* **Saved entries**
+ + + + +
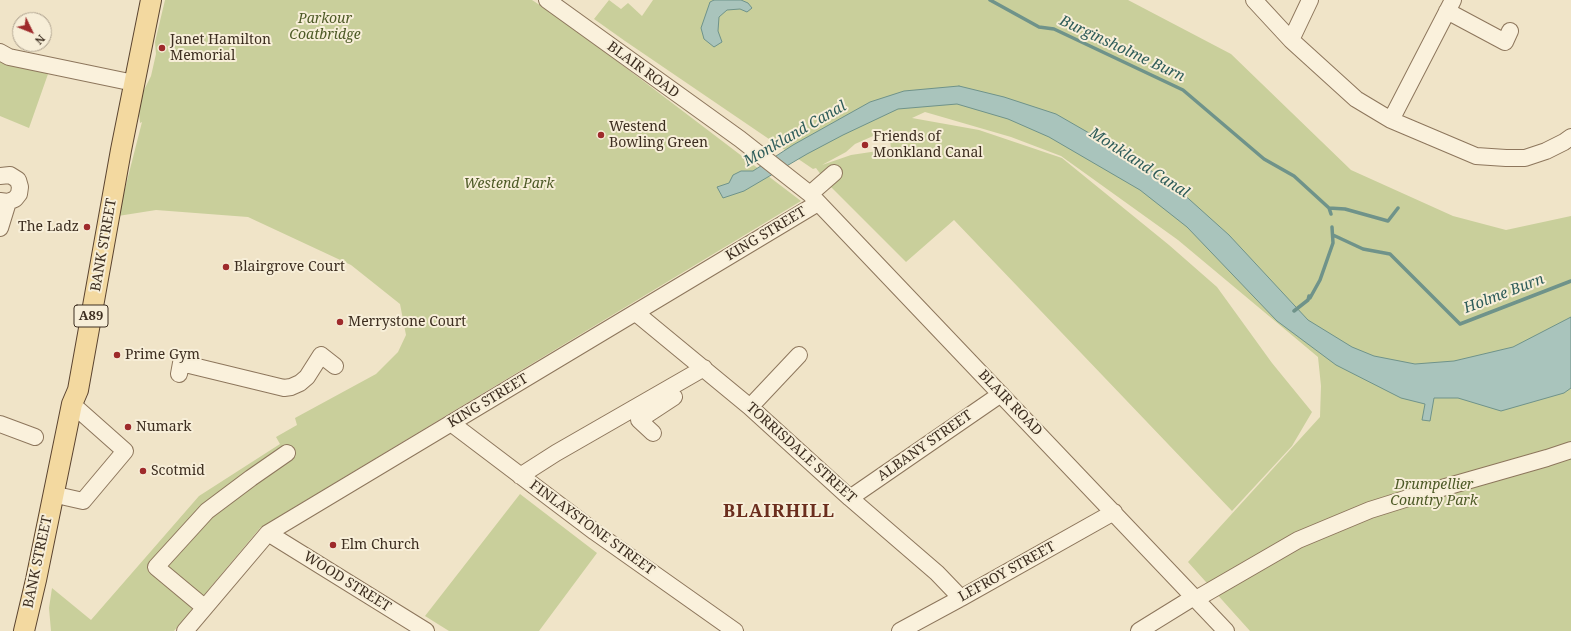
<!DOCTYPE html>
<html>
<head>
<meta charset="utf-8">
<style>
  body { margin:0 }
  #map { position:relative; width:1571px; height:631px; overflow:hidden; background:#f0e4c8; font-family:"Noto Serif",serif }
  canvas { display:block }
  .north { position:absolute; left:12px; top:12px; width:40px; height:40px; box-sizing:border-box; background:#f7eed8; border:1px solid #ada18e; border-radius:50%; rotate:133deg; font-size:11px; font-weight:700; line-height:16px; text-align:center; color:#3d2e20 }
  .north::after { content:''; display:block; margin:auto; width:14px; height:18px; background:#9e2a2b; clip-path:polygon(50% 0,100% 100%,50% 72%,0 100%) }
</style>
</head>
<body>
<div id="map">
<canvas width="1571" height="631"></canvas>
<div class="north">N</div>
</div>
<script>
const g = document.querySelector('canvas').getContext('2d');
g.lineJoin = 'round';
function fill(path, color) {
  g.fillStyle = color;
  g.fill(path, 'evenodd');
}
function shape(rows) {
  const path = new Path2D();
  for (const r of rows) {
    path.moveTo(r[0], r[1]);
    for (let i = 2; i < r.length; i += 2) path.lineTo(r[i], r[i + 1]);
  }
  return path;
}
function trace(path, color, width, dash) {
  g.strokeStyle = color;
  g.lineWidth = width;
  g.lineCap = dash ? 'butt' : 'round';
  g.setLineDash(dash || []);
  g.stroke(path);
}
function write(font, color, halo, rows, align = 'center') {
  g.font = font + ' "Noto Serif",serif';
  g.lineWidth = 4;
  g.setLineDash([]);
  g.textBaseline = 'middle';
  g.strokeStyle = halo;
  g.fillStyle = color;
  for (const [text, x, y, turn = 0] of rows) {
    g.save();
    g.translate(x, y);
    g.rotate((+turn || 0) * Math.PI / 180);
    g.textAlign = isNaN(turn) ? turn : align;
    if (halo) g.strokeText(text, 0, 0);
    g.fillText(text, 0, 0);
    g.restore();
  }
}
fill(shape([
  [165,0,532,0,567,23,801,201,260,528,174,631,51,631,49,608,52,588,91,620,199,496,280,444,276,437,297,425,295,418,376,374,398,352,406,335,400,304,351,265,248,217,156,210,118,216,142,122,140,123,138,102,151,76,156,54,155,42],
  [609,0,621,9,628,3,642,16,653,0,1128,0,1231,54,1351,170,1453,216,1506,230,1571,216,1571,631,1250,631,1188,562,1320,417,1321,386,1318,357,1178,240,1061,156,1011,137,925,112,912,118,979,130,1062,158,1169,245,1217,287,1272,363,1312,412,1292,446,1232,511,954,220,906,262,827,183,816,168,813,169,625,41,594,19],
  [889,129,891,149,851,155,822,165,846,152,855,144],
  [0,52,48,74,29,128,0,116],
  [520,494,597,553,539,631,449,631,425,616]
]), '#c9cf9b');
const water = shape([
  [714,0,741,0,748,3,752,8,747,12,740,9,727,10,719,17,718,31,722,42,714,47,704,39,701,28,710,2,714,0],
  [959,86,1004,97,1056,114,1136,160,1180,191,1229,235,1308,320,1352,347,1374,356,1415,364,1454,361,1513,347,1571,317,1571,388,1564,393,1501,411,1458,398,1434,398,1430,421,1422,420,1425,404,1401,398,1336,365,1277,321,1187,227,1140,190,1049,137,1008,119,957,104,898,109,843,135,807,154,744,191,723,198,717,187,729,183,733,175,741,171,753,171,793,145,870,102,904,91,959,86]
]);
fill(water, '#a9c4bc');
trace(water, '#6f938a', 1);
trace(shape([
  [990,0,1039,27,1054,29,1183,90,1264,159,1294,176,1329,208,1331,214],
  [1329,208,1345,209,1388,221,1398,208],
  [1333,235,1363,249,1390,254,1460,324,1571,281],
  [1310,298,1320,280,1333,243,1332,227],
  [1294,311,1308,300,1309,296]
]), '#6f938a', 3.5);
const minor = shape([
  [547,0,740,139,810,194,1226,631],
  [1254,0,1291,40,1356,99,1391,120,1476,156,1506,158,1525,158,1546,151,1564,142,1571,137],
  [1447,11,1505,42,1510,31],
  [1291,40,1310,0],
  [0,52,9,57,134,83],
  [1391,120,1453,0],
  [0,176,10,175,18,180,20,187,19,194,15,199,8,202,0,201],
  [810,194,834,173],
  [0,228,8,202],
  [636,313,750,407,850,498,937,573,961,598],
  [179,374,181,363,284,388,291,387,300,383,307,377,321,355,335,366],
  [750,407,799,355],
  [451,423,595,532,735,631],
  [0,424,35,437],
  [653,433,639,420,674,397],
  [520,476,556,453,704,368],
  [52,494,83,501,125,451,72,404],
  [850,498,1001,394],
  [268,533,426,631],
  [1196,599,1298,540,1370,510,1421,494,1547,458,1571,450],
  [204,607,156,567,207,511,251,478,287,453],
  [185,631,268,533,818,203],
  [900,631,961,598,1114,512],
  [1139,631,1194,597]
]);
const major = shape([
  [24,631,36,580,72,404,78,390,121,150,151,0]
]);
trace(minor, '#8d765c', 18);
trace(major, '#5b4430', 22);
trace(minor, '#faf1dc', 16);
trace(major, '#f3d9a0', 20);
for (const [x, y, r, color] of [
  [162,48,4,"#9e2a2b"],
  [601,135,4,"#9e2a2b"],
  [865,145,4,"#9e2a2b"],
  [87,227,4,"#9e2a2b"],
  [226,267,4,"#9e2a2b"],
  [340,322,4,"#9e2a2b"],
  [117,355,4,"#9e2a2b"],
  [128,427,4,"#9e2a2b"],
  [143,471,4,"#9e2a2b"],
  [333,545,4,"#9e2a2b"]
]) {
  const dot = new Path2D();
  dot.arc(x, y, r, 0, 2 * Math.PI);
  g.fillStyle = color;
  g.fill(dot);
  trace(dot, '#f7eed8', 1.5);
}
for (const [x, y, w] of [
  [91,316,34]
]) {
  const box = new Path2D();
  box.roundRect(x - w / 2, y - 11, w, 22, 3);
  g.fillStyle = '#f7eed8';
  g.fill(box);
  trace(box, '#3d2e20', 1);
}
write('bold 13px', '#3d2e20', null, [
  ["A89",91,316]
]);
write('italic 14px', '#4d5a26', '#f7eed8', [
  ["Parkour",325,19],
  ["Coatbridge",325,35],
  ["Westend Park",509,184],
  ["Drumpellier",1434,485],
  ["Country Park",1434,501]
]);
write('14px', '#3d2e20', '#f7eed8', [
  ["Janet Hamilton",170,40],
  ["Memorial",170,56],
  ["Westend",609,127],
  ["Bowling Green",609,143],
  ["Friends of",873,137],
  ["Monkland Canal",873,153],
  ["The Ladz",79,227,"right"],
  ["Blairgrove Court",234,267],
  ["Merrystone Court",348,322],
  ["Prime Gym",125,355],
  ["Numark",136,427],
  ["Scotmid",151,471],
  ["Elm Church",341,545]
], 'left');
write('14px', '#3d2e20', '#f7eed8', [
  ["BLAIR ROAD",643,70,36],
  ["KING STREET",766,234,-31],
  ["BANK STREET",104,245,-80],
  ["KING STREET",488,401,-31],
  ["BLAIR ROAD",1010,403,46],
  ["ALBANY STREET",925,446,-35],
  ["TORRISDALE STREET",801,453,42],
  ["FINLAYSTONE STREET",592,528,36],
  ["BANK STREET",38,562,-78],
  ["LEFROY STREET",1007,572,-29],
  ["WOOD STREET",347,582,32]
]);
write('italic 15px', '#2f5d5a', '#f7eed8', [
  ["Burginsholme Burn",1122,49,25],
  ["Monkland Canal",795,134,-30],
  ["Monkland Canal",1139,163,33],
  ["Holme Burn",1504,294,-21]
]);
g.letterSpacing = '1px';
write('bold 18px', '#6b2e1e', '#f7eed8', [
  ["BLAIRHILL",779,512]
]);
g.letterSpacing = '0px';
</script>
</body>
</html>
+ + + + +
* **REQUIRED ACTION**
Report only the number of lines in the data above that contain "write".

* **FINAL ANSWER**
7